The pivot bearings used for the two lower bend punches are mounted on the outside on two end faces of the bending device, and a pivot drive device in the form of an actuating cylinder is provided on this end face. These bending punches must consist of a structure of quite large weight, in particular a large width (2m or 3m) of the device is required, the exact bend cannot be obtained in the central region of the device, as well as usually in the central region. The sheet material is disadvantageous in that it is bent to have a much more open shape than in the end region, that is, to have one bent shape along the longitudinal direction of the bend.

In general, an excessively large structure of a bending punch is accompanied by a limited width of the device because of its heavy weight, which means that the width of the device exceeding 3m is not appropriate because the total weight of the device is excessively increased. This large structure results in the weight of the bending device being up to 15 tons and up to 20 tons.

It is an object of the present invention to form a sharp and accurate bending edge even when consuming a relatively small amount of energy in bending operation of a plate, in particular, various bending surfaces are obtained by a plurality of bending operations, and have a simple structure as much as possible. The structure of the punch and frame is significantly less than that required in the prior art, and therefore, to provide a bending device of the first defined manner that can reduce the weight by a considerable amount. In addition, it is possible to treat the plate as carefully as possible during the bending operation.
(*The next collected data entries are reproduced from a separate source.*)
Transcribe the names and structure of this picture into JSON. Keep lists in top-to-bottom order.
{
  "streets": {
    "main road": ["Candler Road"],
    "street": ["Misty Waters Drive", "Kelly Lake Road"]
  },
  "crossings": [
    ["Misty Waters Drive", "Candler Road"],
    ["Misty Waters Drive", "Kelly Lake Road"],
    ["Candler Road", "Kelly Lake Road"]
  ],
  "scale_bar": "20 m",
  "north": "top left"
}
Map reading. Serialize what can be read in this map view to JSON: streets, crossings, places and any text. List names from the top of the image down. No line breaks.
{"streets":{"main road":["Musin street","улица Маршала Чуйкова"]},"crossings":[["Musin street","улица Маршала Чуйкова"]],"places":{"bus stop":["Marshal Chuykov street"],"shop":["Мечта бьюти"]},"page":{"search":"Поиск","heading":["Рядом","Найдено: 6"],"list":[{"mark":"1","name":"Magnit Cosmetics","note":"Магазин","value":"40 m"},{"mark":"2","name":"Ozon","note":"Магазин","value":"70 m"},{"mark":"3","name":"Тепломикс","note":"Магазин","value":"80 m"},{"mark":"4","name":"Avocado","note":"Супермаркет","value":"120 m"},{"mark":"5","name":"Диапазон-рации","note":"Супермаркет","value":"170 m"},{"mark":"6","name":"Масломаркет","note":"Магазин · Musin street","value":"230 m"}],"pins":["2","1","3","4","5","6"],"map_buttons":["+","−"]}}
According to the present invention, a sheet bending apparatus of the first defined method is provided in which the two bending punches are opposed to each other along each corner at a stop position, and over the full width of the bending apparatus by a hinge connection offset from the sheet support plane. Directly connected to each other, a depression is provided between the plate contact area and the hinge connection of each bending punch, and the bending punches are detachable tool members disposed adjacent over the entire width of the bending device. segments) are mounted, and the supply members are connected to each other in pairs by hinge connecting members, and the hinge connecting portions of the bending device are formed by the hinge connecting portions of all pairs of tool members.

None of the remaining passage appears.